Меня больно задел этот жестокий упрек, но я постаралась выкинуть его из головы. Потом, в одно зимнее воскресенье я случайно столкнулась на улице с Антонио и с трудом его узнала, так он исхудал. Я улыбнулась, надеясь, что он остановится, но он меня даже не заметил и продолжал идти своей дорогой. Тогда я сама окликнула его. Он обернулся с вымученной улыбкой:
— Привет, Лену.
— Привет. Рада тебя видеть.
— Я тоже.
— Чем занимаешься?
— Ничем.
— Ты больше не работаешь в мастерской?
— Мое место занято.
— Ничего, ты хороший механик, найдешь что-нибудь еще.
— Нет, пока не вылечусь, о работе нечего и думать.
— А чем ты болен?
— Страхом.
Он так и сказал: страхом. Однажды в Корденонсе Антонио стоял в ночном карауле, и ему вспомнилось, как покойный отец играл с ним в детстве: нарисовав ручкой на пальцах левой руки глаза и рты, он шевелил ими, как будто это живые существа, которые болтают между собой. Это была восхитительная игра, и при одном воспоминании о ней на глаза Антонио навернулись слезы. Но в ту же ночь — он все еще стоял на посту — ему вдруг почудилось, что рука отца проникла в его руку и что его пальцы и впрямь ожили, превратившись в крошечных существ, которые пели и смеялись. Вот когда он испугался. Он принялся колотить рукой по стене каптерки, пока рука не закровоточила, но его пальцы продолжали смеяться и петь, не умолкая ни на секунду. Потом его сменили, он пошел спать, и вроде бы ему полегчало. На следующее утро все прошло, но остался страх, что рука может ожить в любую минуту. Так и случилось, и приступы повторялись все чаще, пальцы смеялись и пели уже не только по ночам, но и среди бела дня. Его отправили к врачу, пока он окончательно не свихнулся.
— Сейчас все прошло, — сказал он, — но может снова начаться.
— Чем я могу тебе помочь?
Он немного призадумался, словно в самом деле взвешивал разные возможности, и наконец пробормотал:
— Мне уже никто не поможет.
Я сразу поняла, что его любовь ко мне давно прошла. Поэтому после той самой встречи я взяла привычку по воскресеньям окликать со двора Антонио и звать его гулять. Мы бродили по двору и болтали о том о сем; когда он говорил, что устал, прощались и расходились. Иногда с ним вместе спускалась ярко накрашенная Мелина, и мы гуляли втроем: его мать, он и я. В другие разы к нам присоединялись Ада с Паскуале, и тогда мы уходили подальше; обычно говорили только мы трое, Антонио предпочитал молчать. Одним словом, это была милая и ни к чему не обязывающая привычка. Вместе с Антонио я была и на похоронах зеленщика Николы Сканно, отца Энцо, который умер от скоротечного воспаления легких. Энцо дали отпуск, но он уже не застал отца в живых. Так же вместе с Антонио мы ходили выразить соболезнования Паскуале, Кармен и их матери Джузеппине: их отец, столяр, убивший дона Акилле, скончался в тюрьме от инфаркта.

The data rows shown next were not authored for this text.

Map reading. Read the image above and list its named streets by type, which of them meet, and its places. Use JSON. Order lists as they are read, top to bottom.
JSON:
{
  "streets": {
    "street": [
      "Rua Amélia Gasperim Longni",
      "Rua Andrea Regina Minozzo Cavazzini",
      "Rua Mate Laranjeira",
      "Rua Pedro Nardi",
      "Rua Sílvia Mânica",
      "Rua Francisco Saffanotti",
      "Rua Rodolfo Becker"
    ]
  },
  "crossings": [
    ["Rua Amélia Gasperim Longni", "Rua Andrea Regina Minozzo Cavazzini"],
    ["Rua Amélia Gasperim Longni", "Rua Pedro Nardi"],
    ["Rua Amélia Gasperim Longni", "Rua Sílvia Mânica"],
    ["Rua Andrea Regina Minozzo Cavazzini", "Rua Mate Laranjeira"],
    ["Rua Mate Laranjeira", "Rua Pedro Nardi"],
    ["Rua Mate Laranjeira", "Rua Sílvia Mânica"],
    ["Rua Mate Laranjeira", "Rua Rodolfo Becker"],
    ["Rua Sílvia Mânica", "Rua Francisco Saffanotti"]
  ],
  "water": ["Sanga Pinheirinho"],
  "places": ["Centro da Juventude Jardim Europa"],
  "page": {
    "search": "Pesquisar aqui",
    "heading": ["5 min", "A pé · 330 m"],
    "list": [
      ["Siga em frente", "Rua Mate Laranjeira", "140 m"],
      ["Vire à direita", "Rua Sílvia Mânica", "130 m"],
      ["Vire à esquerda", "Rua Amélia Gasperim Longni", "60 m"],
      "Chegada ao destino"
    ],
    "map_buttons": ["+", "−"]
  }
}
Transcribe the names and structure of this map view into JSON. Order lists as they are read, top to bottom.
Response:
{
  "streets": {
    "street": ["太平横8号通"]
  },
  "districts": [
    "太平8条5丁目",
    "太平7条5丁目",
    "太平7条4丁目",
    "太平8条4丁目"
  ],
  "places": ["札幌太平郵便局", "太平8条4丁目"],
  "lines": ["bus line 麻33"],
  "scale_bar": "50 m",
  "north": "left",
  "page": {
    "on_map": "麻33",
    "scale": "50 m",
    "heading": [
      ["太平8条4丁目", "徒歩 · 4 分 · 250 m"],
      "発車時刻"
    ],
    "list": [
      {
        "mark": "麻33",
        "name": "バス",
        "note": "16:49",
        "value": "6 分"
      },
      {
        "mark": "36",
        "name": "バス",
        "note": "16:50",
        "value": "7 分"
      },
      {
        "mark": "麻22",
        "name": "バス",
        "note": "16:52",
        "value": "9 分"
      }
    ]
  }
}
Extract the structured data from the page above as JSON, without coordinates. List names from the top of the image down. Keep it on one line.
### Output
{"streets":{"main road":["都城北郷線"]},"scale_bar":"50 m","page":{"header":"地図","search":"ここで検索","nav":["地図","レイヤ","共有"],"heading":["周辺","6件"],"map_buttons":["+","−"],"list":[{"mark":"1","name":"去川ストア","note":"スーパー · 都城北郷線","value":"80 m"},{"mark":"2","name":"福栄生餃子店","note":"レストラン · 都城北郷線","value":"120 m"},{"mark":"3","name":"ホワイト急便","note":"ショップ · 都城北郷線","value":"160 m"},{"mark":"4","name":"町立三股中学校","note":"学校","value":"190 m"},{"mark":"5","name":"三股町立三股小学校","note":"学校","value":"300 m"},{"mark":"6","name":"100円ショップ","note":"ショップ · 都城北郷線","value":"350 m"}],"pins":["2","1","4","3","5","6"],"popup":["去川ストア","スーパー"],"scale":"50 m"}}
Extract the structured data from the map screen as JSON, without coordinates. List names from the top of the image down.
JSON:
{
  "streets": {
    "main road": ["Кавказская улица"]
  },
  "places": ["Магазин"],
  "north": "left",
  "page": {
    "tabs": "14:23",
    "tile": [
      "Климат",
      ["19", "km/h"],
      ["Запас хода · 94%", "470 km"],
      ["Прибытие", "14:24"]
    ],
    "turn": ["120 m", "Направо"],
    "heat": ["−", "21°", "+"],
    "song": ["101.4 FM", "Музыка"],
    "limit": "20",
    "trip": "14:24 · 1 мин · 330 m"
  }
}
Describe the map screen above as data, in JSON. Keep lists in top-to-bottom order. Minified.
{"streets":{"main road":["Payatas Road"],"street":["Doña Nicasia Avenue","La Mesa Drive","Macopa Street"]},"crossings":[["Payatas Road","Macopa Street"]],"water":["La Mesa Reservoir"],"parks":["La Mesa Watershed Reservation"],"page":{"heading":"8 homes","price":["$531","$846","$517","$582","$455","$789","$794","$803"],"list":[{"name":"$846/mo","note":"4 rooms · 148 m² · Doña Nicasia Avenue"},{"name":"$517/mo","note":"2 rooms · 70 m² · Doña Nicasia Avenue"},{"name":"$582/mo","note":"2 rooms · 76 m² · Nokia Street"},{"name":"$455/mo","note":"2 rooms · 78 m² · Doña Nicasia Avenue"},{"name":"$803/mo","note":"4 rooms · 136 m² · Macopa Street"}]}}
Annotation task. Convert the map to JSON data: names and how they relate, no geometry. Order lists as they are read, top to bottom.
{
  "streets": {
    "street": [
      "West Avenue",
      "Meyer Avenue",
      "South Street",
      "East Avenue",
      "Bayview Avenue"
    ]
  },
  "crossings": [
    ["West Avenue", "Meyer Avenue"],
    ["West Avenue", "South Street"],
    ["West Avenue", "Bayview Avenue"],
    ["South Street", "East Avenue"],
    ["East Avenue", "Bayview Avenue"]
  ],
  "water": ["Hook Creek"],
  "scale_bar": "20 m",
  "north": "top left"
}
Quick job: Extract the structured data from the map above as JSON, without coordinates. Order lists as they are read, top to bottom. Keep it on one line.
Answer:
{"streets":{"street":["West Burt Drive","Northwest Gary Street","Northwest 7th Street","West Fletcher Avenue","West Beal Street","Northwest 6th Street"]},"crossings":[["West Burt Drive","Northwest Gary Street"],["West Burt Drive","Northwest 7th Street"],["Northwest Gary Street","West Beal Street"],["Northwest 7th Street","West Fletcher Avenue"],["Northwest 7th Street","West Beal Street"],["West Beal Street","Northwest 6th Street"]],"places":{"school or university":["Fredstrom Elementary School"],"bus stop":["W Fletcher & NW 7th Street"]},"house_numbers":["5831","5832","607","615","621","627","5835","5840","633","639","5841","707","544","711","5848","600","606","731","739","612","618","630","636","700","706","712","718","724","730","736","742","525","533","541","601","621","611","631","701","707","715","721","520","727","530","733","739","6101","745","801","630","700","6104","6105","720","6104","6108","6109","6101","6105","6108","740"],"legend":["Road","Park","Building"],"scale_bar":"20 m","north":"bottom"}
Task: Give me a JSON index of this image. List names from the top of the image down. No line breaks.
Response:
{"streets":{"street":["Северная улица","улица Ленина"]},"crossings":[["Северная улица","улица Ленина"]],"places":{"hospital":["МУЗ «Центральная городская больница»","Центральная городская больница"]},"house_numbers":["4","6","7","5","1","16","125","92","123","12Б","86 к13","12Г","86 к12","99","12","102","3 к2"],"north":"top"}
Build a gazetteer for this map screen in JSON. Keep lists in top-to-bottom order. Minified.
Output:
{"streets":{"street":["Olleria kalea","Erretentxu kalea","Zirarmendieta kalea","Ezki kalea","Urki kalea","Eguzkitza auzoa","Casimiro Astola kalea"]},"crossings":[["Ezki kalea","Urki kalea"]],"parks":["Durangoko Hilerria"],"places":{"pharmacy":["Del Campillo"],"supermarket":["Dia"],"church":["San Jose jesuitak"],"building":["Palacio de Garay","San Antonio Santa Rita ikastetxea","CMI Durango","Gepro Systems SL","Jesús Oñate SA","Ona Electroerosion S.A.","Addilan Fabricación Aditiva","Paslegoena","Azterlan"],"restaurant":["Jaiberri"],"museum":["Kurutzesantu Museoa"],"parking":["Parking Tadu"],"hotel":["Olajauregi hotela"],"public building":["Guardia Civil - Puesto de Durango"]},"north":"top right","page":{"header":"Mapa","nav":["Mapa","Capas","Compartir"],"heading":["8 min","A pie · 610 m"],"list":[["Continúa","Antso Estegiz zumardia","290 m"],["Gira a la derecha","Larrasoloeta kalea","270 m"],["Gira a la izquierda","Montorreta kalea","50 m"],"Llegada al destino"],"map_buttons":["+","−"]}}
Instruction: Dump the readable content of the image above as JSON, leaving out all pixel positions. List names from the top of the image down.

Опять-таки мы были вместе на похоронах торговца хозяйственными товарами дона Карло Ресты, которого нашли забитым до смерти в собственном подвале. Мы подолгу обсуждали эту смерть, о которой гудел весь квартал; история убийства обрастала все новыми жестокими слухами, правдивыми или фантастическими, не знаю: например, говорили, что его прикончили, сунув ему в нос напильник. Убийство приписали неизвестному бродяге, позарившемуся на дневную выручку дона Карло. Но позже Паскуале рассказал, что слышал более правдоподобную версию: несчастный торговец задолжал мамаше Соларе, потому что был заядлым картежником и постоянно брал у нее деньги в долг, чтобы рассчитаться с долгами.